India is not only the second largest country in the world, but also the second fastest growing economy. India has become the hub of many foreign and international brands, which set up their regional headquarters in India.

But despite the various transitions that the Indian economy is undergoing, the Indian rupee seems to be deflating in comparison to the US Dollar.

What is the actual reason behind this?

When the world experienced one of the greatest recessions, India bore the economic storm and stood robustly with a growth in all sectors that impressed its GDP.

As per the CIA Fact book, India had a GDP of 237 trillion US$ in 2008. An Achievement of 6.6% GDP growth.

The per capita income of India is estimated at 4,542 US $ in the context of Purchasing Power Parity.

The ministry of finance data shows Indian export growth by 7.3% in dollar terms during April-February 2008-2009. The unemployment rate stood at 6.8% in 2009 against the 7.2% in 2007 with an inflation rate of 7.8%.

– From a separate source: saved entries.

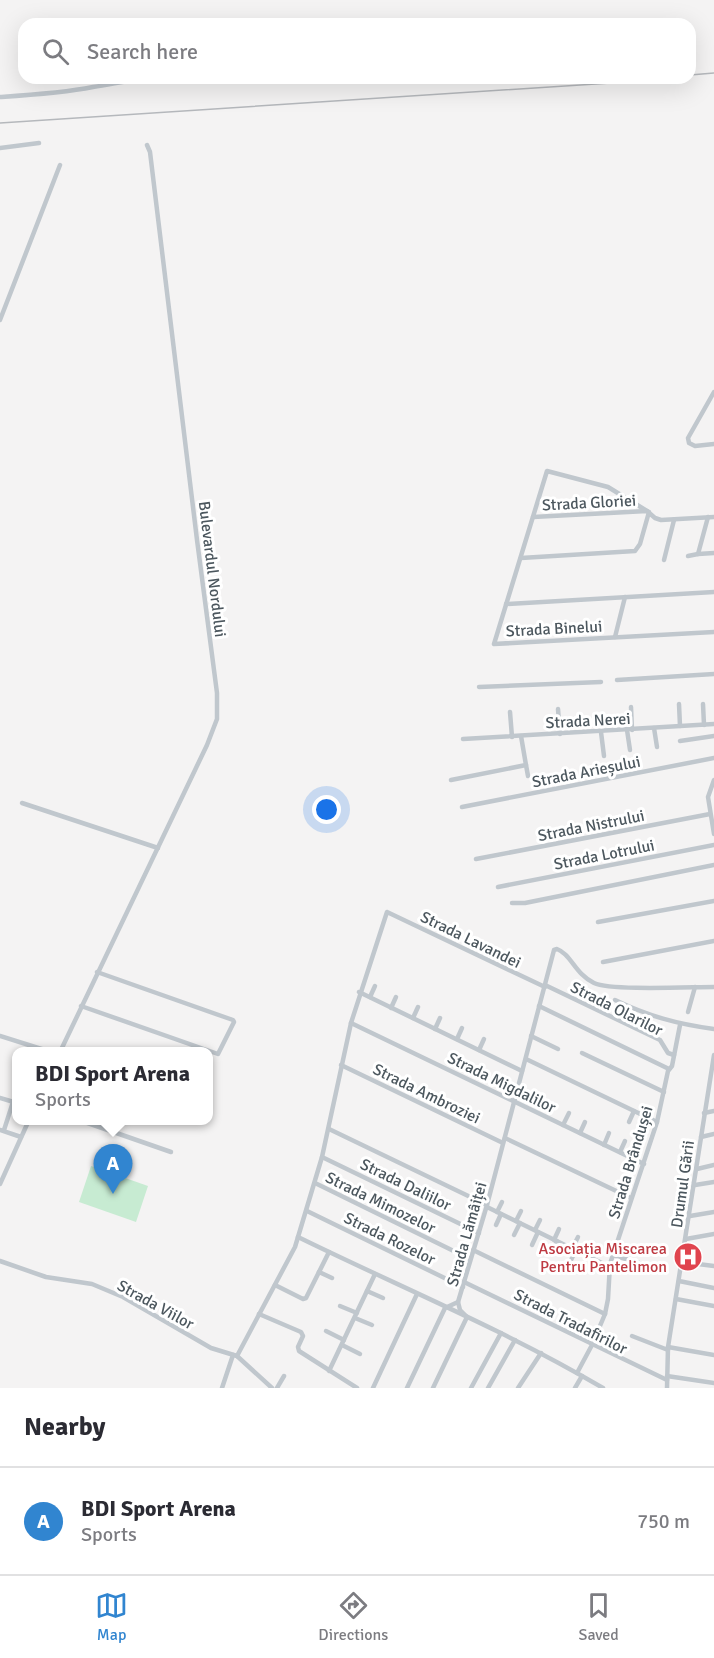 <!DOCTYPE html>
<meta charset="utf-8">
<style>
body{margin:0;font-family:Signika,sans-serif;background:#f7f7f7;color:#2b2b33}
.you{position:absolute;left:327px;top:810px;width:21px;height:21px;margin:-15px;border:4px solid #fff;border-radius:50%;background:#1a73e8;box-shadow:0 0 0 9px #1a73e833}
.badge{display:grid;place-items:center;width:39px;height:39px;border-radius:50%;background:#3185d0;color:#fff;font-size:20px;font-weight:700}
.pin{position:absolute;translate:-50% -50px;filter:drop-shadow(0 2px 3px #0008)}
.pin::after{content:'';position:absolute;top:32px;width:21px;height:18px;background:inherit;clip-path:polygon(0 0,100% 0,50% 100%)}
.popup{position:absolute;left:12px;top:1047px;width:201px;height:78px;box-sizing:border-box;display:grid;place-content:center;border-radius:12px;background:#fff;filter:drop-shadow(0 2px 4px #0005);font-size:20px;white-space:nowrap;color:#7c7c81}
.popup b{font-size:22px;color:#2b2b33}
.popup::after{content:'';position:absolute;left:50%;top:100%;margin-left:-12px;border:12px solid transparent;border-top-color:#fff}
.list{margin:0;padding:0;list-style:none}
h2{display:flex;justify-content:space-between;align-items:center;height:78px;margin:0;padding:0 24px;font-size:26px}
h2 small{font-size:20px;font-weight:400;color:#7c7c81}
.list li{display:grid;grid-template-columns:39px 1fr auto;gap:18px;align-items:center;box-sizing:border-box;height:108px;padding:0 24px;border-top:2px solid #e1e1e2}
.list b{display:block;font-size:22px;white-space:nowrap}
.list p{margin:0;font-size:20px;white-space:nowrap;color:#7c7c81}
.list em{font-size:20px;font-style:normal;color:#7c7c81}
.icon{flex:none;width:33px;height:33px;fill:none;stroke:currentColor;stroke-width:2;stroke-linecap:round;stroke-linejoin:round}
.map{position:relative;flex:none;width:714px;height:1388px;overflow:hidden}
.search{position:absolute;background:#fff;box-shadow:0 6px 24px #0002;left:18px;right:18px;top:18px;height:66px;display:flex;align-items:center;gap:15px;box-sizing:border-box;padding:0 21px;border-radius:18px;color:#7c7c81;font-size:22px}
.sheet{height:186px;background:#fff}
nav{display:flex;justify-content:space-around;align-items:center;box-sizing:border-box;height:84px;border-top:2px solid #e1e1e2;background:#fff;font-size:16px;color:#7c7c81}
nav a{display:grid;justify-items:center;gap:3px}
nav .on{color:#3185d0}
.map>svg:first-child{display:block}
.garden{fill:#c7ebd2}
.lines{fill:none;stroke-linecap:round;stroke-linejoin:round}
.street{stroke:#c0c7cd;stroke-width:4.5}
.rail{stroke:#b5b8bc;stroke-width:1.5}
.labels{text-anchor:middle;stroke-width:6;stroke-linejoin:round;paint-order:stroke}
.street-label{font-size:16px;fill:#4c575e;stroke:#fff}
.health-label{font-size:16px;fill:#be3a42;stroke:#fff;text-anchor:end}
</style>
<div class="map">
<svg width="714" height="1388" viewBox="0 0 714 1388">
<rect width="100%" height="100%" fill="#f4f3f3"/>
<path class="garden" d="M91,1166L148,1186L136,1222L79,1202Z"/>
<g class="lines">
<g class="street">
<path d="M0,97C31,95 63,93 93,87C114,84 133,79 154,78"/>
<path d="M0,148L39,143"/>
<path d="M0,320L60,165"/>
<path d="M714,392L688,438L689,443L695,446L714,444"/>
<path d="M647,511L608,487L547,471L494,644L714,632"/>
<path d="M533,517L647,511L655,518L661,520L714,517"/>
<path d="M708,517L698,554L714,553"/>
<path d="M688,556L698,554"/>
<path d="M521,558L635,551L640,544L649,512"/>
<path d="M664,560L674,520"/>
<path d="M506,604L714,592"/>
<path d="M615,637L625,597"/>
<path d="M617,680L714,674"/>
<path d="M479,687L601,682"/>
<path d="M679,704L680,726"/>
<path d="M703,704L704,725"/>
<path d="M631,707L632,730"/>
<path d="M558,709L560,734"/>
<path d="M510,712L512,737"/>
<path d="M654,728L657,747"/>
<path d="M627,730L630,750"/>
<path d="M601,732L604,756"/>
<path d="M463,739L714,724"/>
<path d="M680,741L714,736"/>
<path d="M526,765L528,776"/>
<path d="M451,780L526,765L521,736"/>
<path d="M714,780L708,797L714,834"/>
<path d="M22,803L158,848"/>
<path d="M462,807L714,758"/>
<path d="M476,859L710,814"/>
<path d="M498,887L714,845"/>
<path d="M512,903H525L714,865"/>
<path d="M598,922L714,901"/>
<path d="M603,962L714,941"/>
<path d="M545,985L660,1040L668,1053L674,1055"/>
<path d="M359,992L522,1071"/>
<path d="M370,997L375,986"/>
<path d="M615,1000C648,1016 677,1024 714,1029"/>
<path d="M81,1006L218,1054L234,1022L233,1020L97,972"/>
<path d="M539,1006L669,1069"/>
<path d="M391,1008L396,997"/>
<path d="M688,1012L695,987"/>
<path d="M413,1018L418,1007"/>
<path d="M351,1023L644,1164"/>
<path d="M435,1029L440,1018"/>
<path d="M0,1036L51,1052"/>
<path d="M531,1036L558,1049"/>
<path d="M457,1039L462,1028"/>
<path d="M479,1050L484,1039"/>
<path d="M60,1052L207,745L217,719V693L197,540L150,152L147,145"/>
<path d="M582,1053L664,1092"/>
<path d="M526,1059L657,1122"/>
<path d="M341,1065L503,1143"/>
<path d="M0,1098L17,1103"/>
<path d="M704,1113L714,1111"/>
<path d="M79,1120L171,1152"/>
<path d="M629,1122L634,1111"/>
<path d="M563,1125L569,1113"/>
<path d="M329,1129L487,1205"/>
<path d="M0,1130L21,1137"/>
<path d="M4,1130L13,1102"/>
<path d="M580,1133L585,1122"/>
<path d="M701,1137L714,1134"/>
<path d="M505,1138L631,1198"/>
<path d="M604,1145L609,1133"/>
<path d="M620,1152L625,1141"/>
<path d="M322,1157L479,1233"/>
<path d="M697,1169L714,1165"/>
<path d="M315,1183L470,1259"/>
<path d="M0,1184L29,1120"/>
<path d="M695,1185L714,1182"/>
<path d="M487,1207L610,1267"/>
<path d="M307,1211L463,1287"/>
<path d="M497,1212L502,1202"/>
<path d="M690,1216L714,1212"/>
<path d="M516,1221L521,1211"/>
<path d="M496,1225L501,1214"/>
<path d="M535,1230L540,1220"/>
<path d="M514,1235L520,1223"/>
<path d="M298,1237C400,1287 505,1330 603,1388"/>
<path d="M686,1239L714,1234"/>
<path d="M554,1240L559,1229"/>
<path d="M532,1245L538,1232"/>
<path d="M572,1249L578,1237"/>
<path d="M473,1250L605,1314"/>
<path d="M551,1254L557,1241"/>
<path d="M613,1255L642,1264"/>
<path d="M591,1258L597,1246"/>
<path d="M0,1261L46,1277L92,1284L123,1297L211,1348L237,1356"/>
<path d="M570,1262L576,1250"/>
<path d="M682,1262L714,1266"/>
<path d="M319,1272L332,1278"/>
<path d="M679,1281L714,1288"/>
<path d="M464,1282L667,1380"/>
<path d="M275,1285L303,1299L306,1298L329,1252"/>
<path d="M367,1291L383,1298"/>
<path d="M676,1299L714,1306"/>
<path d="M340,1306L357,1313"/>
<path d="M259,1314L301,1332L303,1336L298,1347L299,1351L357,1388"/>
<path d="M467,1317L460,1310L458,1302L487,1205L554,950L557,949C571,954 575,974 594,983C611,991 690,987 714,987"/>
<path d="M355,1318L372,1325"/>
<path d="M326,1331L344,1340"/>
<path d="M632,1336L668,1350"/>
<path d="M342,1345L360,1354"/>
<path d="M668,1347L714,1355"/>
<path d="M237,1356L295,1247L322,1157L351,1023L387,912L545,987"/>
<path d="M237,1356L272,1388"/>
<path d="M329,1371L375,1274"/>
<path d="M577,1373L592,1345L605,1314L608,1299L610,1264L657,1122L668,1071L672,1066L680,1025"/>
<path d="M667,1376L714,1383"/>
<path d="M222,1388L233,1355"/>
<path d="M277,1388L284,1376"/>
<path d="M373,1388L417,1294"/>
<path d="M407,1388L445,1308L458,1302"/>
<path d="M433,1388L467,1317"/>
<path d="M471,1388L501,1333"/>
<path d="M488,1388L515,1340"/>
<path d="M518,1388L541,1353"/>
<path d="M575,1388L582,1376"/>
<path d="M667,1388L668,1347L714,1055"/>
</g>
<g class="rail">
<path d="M690,75L714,73"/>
<path d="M0,123L687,78"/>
</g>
</g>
<defs>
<g id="hospital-disc" transform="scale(1.5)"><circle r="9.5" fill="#e0444e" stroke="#fff"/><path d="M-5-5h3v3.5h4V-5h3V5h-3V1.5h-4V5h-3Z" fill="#fff"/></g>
</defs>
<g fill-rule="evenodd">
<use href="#hospital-disc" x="688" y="1257"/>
</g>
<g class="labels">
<g class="street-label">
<text transform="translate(589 502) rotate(-3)" y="6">Strada Gloriei</text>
<text transform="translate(213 569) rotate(83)" y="6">Bulevardul Nordului</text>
<text transform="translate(554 628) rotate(-3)" y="6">Strada Binelui</text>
<text transform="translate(588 720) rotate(-3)" y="6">Strada Nerei</text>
<text transform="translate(586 771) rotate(-11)" y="6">Strada Arieșului</text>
<text transform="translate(591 825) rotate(-11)" y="6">Strada Nistrului</text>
<text transform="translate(604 854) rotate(-11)" y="6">Strada Lotrului</text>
<text transform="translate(471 939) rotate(26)" y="6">Strada Lavandei</text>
<text transform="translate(617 1008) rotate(27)" y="6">Strada Olarilor</text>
<text transform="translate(502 1082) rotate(26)" y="6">Strada Migdalilor</text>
<text transform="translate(427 1093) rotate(26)" y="6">Strada Ambroziei</text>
<text transform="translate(630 1162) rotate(-73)" y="6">Strada Brândușei</text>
<text transform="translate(406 1184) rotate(26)" y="6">Strada Daliilor</text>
<text transform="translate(682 1184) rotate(-82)" y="6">Drumul Gării</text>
<text transform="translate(381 1202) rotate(26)" y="6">Strada Mimozelor</text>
<text transform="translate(466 1234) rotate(-74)" y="6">Strada Lămâiței</text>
<text transform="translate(390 1238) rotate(26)" y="6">Strada Rozelor</text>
<text transform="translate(156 1304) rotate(29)" y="6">Strada Viilor</text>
<text transform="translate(571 1321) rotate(27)" y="6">Strada Tradafirilor</text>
</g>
<g class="health-label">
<text x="667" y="1254">Asociația Miscarea<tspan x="667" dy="18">Pentru Pantelimon</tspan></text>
</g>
</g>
</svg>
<div class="you"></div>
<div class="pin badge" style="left:113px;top:1194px">A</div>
<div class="popup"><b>BDI Sport Arena</b>Sports</div>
<div class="search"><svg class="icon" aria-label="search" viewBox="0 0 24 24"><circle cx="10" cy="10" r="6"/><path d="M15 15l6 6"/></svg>Search here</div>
</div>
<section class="sheet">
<h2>Nearby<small></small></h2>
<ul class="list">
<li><span class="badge">A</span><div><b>BDI Sport Arena</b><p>Sports</p></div><em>750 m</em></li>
</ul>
</section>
<nav>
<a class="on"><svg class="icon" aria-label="map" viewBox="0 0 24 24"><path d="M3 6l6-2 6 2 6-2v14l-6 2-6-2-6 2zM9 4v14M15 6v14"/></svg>Map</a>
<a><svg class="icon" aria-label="directions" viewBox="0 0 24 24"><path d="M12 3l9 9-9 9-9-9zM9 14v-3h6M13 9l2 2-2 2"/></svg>Directions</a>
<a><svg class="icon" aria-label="saved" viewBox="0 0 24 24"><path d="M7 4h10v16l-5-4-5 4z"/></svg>Saved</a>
</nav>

Though the Indian economy has been stable and reliable in recent times, the last few years have experienced a positive upward growth trend which has consistently produced 8-9% annual growth rate which has been supported by a huge inflow of foreign funds.

The growing reserves in the foreign exchange sector, both an IT and real estate boom, a thriving capital market all have made their contribution to India's GDP growth.

Based on the statistics which were provided from the department of state, there is a huge and growing population of middle class Indians numbering more than 50 million. Indians with disposable income ranging from 200, 000 to 1000, 000 rupees per year increased when the US dollar weakened a little in the last two years.

The Indian Rupee grew steadily and appreciated vis-à-vis US dollar with 0.020837 USD equal to 1 Indian Rupee (x-rates.com)

So, when the RBI started sucking out the excess liquidity flow from the system, which was caused due to huge capital dollar inflows, they are now compelled to reverse their stance and infuse liquidity back into the system. Therefore previously where the CRR was hiked, the RBI reduced the CRR, repo rate and decided to adopt an increase in the reverse repo rate. Since there is a shortage of money supply in the system, the credit has reduced in the market, thus devaluing the Indian rupee in comparison.